**WHAT YOU WILL DO**
Copy each line of the data below exactly, leaving out pictures.

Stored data
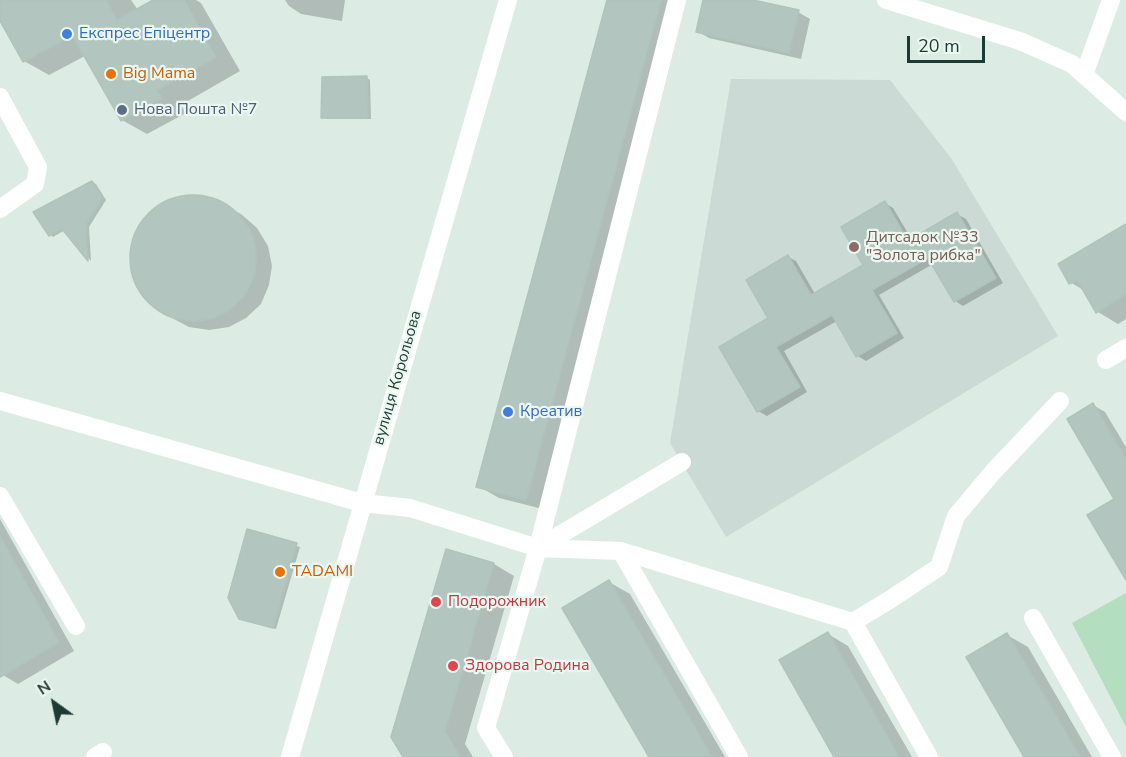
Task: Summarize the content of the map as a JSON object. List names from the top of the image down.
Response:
{
  "streets": {
    "street": ["вулиця Корольова"]
  },
  "places": [
    "Експрес Епіцентр",
    "Big Mama",
    "Нова Пошта №7",
    "Дитсадок №33 \"Золота рибка\"",
    "Креатив",
    "TADAMI",
    "Подорожник",
    "Здорова Родина"
  ],
  "scale_bar": "20 m",
  "north": "top left"
}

**RESPONSE TO THE EXERCISE**
Task: Summarize the content of the map as a JSON object. List names from the top of the image down.
Response:
{
  "streets": {
    "street": ["вулиця Корольова"]
  },
  "places": [
    "Експрес Епіцентр",
    "Big Mama",
    "Нова Пошта №7",
    "Дитсадок №33 \"Золота рибка\"",
    "Креатив",
    "TADAMI",
    "Подорожник",
    "Здорова Родина"
  ],
  "scale_bar": "20 m",
  "north": "top left"
}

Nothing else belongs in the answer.